— YOUR OBJECTIVE —
Reproduce every record below exactly as written, but leave out any pictures.

[Start of Attachment]

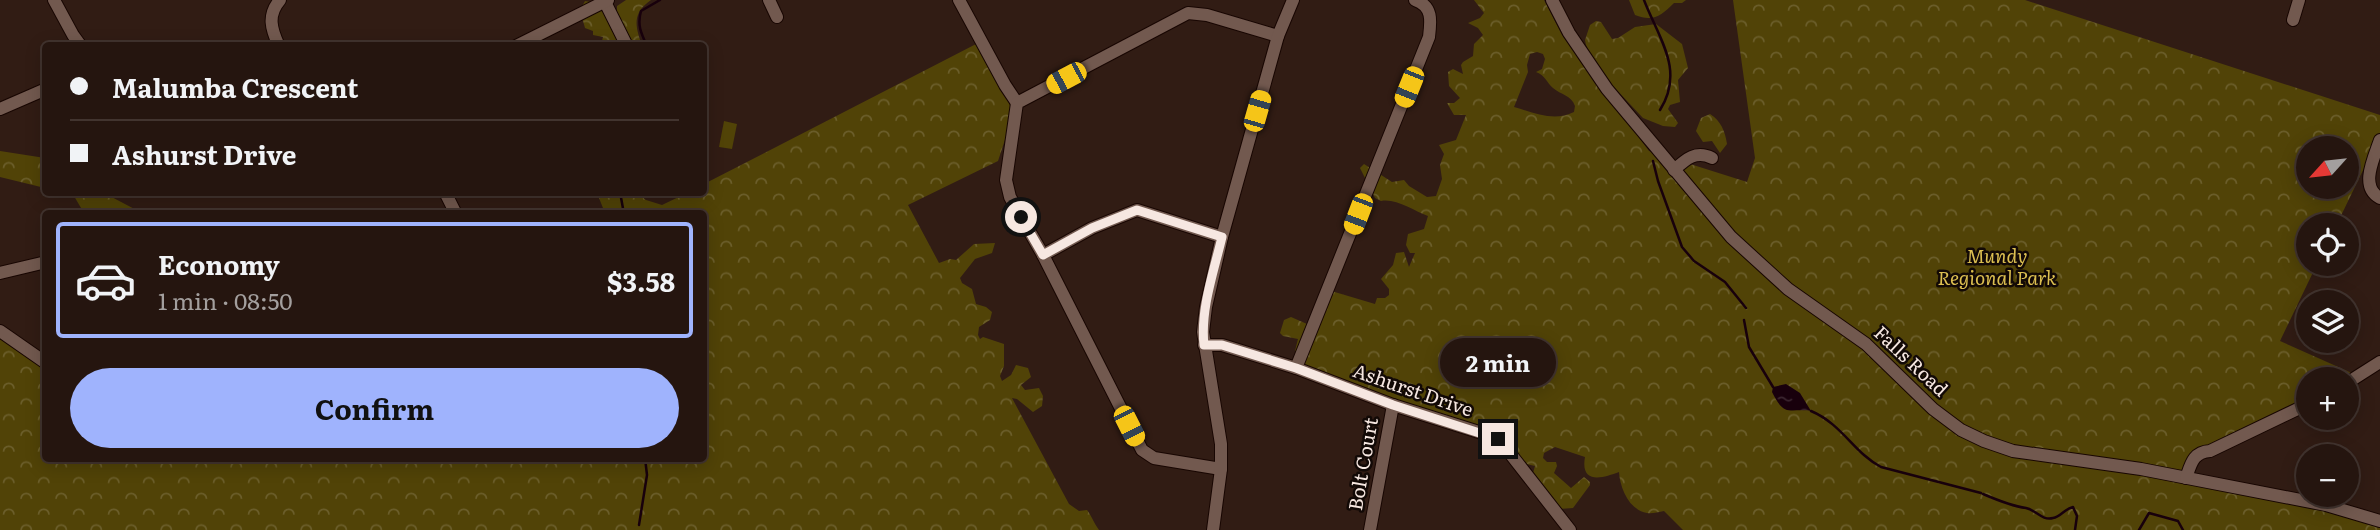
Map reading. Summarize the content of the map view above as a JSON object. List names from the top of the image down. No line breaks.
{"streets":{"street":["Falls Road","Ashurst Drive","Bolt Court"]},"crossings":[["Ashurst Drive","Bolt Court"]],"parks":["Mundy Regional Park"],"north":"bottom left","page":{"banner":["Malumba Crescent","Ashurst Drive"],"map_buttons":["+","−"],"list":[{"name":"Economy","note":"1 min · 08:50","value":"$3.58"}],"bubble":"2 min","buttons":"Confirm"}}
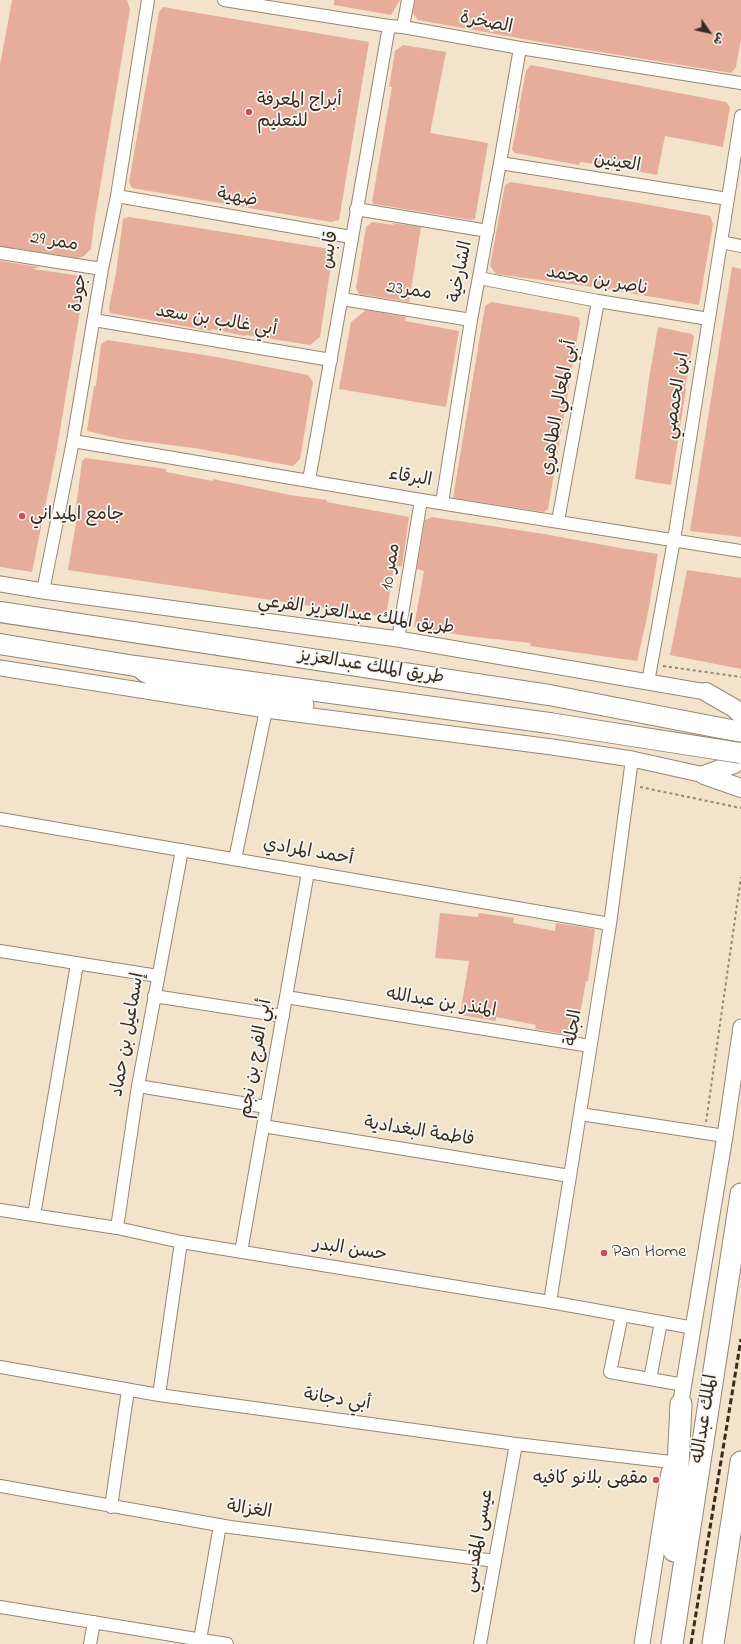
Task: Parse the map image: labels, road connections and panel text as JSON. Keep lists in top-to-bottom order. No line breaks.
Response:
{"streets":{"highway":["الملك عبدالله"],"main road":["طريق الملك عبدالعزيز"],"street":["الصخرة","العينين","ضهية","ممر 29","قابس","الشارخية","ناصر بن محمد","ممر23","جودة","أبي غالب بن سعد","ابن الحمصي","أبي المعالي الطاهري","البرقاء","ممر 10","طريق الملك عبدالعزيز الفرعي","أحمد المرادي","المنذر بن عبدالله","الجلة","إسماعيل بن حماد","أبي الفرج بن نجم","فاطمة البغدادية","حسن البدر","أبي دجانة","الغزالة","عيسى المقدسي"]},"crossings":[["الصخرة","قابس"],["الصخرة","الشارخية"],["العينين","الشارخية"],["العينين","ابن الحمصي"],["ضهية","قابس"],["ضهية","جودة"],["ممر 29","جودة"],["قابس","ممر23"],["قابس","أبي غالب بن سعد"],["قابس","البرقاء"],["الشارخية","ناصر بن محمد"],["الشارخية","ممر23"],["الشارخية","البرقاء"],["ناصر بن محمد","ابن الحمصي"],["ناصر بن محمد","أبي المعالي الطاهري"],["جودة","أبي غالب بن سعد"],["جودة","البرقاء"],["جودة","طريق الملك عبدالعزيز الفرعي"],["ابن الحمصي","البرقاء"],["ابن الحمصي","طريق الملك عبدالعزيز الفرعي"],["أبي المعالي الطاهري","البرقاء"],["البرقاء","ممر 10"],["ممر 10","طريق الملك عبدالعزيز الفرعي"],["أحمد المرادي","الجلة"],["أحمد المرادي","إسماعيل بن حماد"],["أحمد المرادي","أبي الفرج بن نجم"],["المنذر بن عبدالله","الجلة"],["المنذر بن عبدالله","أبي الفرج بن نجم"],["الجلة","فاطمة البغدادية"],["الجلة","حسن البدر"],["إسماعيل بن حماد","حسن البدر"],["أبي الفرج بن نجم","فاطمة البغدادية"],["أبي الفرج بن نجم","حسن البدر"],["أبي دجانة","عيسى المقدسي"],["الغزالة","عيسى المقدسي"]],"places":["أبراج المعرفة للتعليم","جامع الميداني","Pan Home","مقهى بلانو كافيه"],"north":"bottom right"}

[End of Attachment]

— ANSWER BOX —
Map reading. Summarize the content of the map view above as a JSON object. List names from the top of the image down. No line breaks.
{"streets":{"street":["Falls Road","Ashurst Drive","Bolt Court"]},"crossings":[["Ashurst Drive","Bolt Court"]],"parks":["Mundy Regional Park"],"north":"bottom left","page":{"banner":["Malumba Crescent","Ashurst Drive"],"map_buttons":["+","−"],"list":[{"name":"Economy","note":"1 min · 08:50","value":"$3.58"}],"bubble":"2 min","buttons":"Confirm"}}
Task: Parse the map image: labels, road connections and panel text as JSON. Keep lists in top-to-bottom order. No line breaks.
Response:
{"streets":{"highway":["الملك عبدالله"],"main road":["طريق الملك عبدالعزيز"],"street":["الصخرة","العينين","ضهية","ممر 29","قابس","الشارخية","ناصر بن محمد","ممر23","جودة","أبي غالب بن سعد","ابن الحمصي","أبي المعالي الطاهري","البرقاء","ممر 10","طريق الملك عبدالعزيز الفرعي","أحمد المرادي","المنذر بن عبدالله","الجلة","إسماعيل بن حماد","أبي الفرج بن نجم","فاطمة البغدادية","حسن البدر","أبي دجانة","الغزالة","عيسى المقدسي"]},"crossings":[["الصخرة","قابس"],["الصخرة","الشارخية"],["العينين","الشارخية"],["العينين","ابن الحمصي"],["ضهية","قابس"],["ضهية","جودة"],["ممر 29","جودة"],["قابس","ممر23"],["قابس","أبي غالب بن سعد"],["قابس","البرقاء"],["الشارخية","ناصر بن محمد"],["الشارخية","ممر23"],["الشارخية","البرقاء"],["ناصر بن محمد","ابن الحمصي"],["ناصر بن محمد","أبي المعالي الطاهري"],["جودة","أبي غالب بن سعد"],["جودة","البرقاء"],["جودة","طريق الملك عبدالعزيز الفرعي"],["ابن الحمصي","البرقاء"],["ابن الحمصي","طريق الملك عبدالعزيز الفرعي"],["أبي المعالي الطاهري","البرقاء"],["البرقاء","ممر 10"],["ممر 10","طريق الملك عبدالعزيز الفرعي"],["أحمد المرادي","الجلة"],["أحمد المرادي","إسماعيل بن حماد"],["أحمد المرادي","أبي الفرج بن نجم"],["المنذر بن عبدالله","الجلة"],["المنذر بن عبدالله","أبي الفرج بن نجم"],["الجلة","فاطمة البغدادية"],["الجلة","حسن البدر"],["إسماعيل بن حماد","حسن البدر"],["أبي الفرج بن نجم","فاطمة البغدادية"],["أبي الفرج بن نجم","حسن البدر"],["أبي دجانة","عيسى المقدسي"],["الغزالة","عيسى المقدسي"]],"places":["أبراج المعرفة للتعليم","جامع الميداني","Pan Home","مقهى بلانو كافيه"],"north":"bottom right"}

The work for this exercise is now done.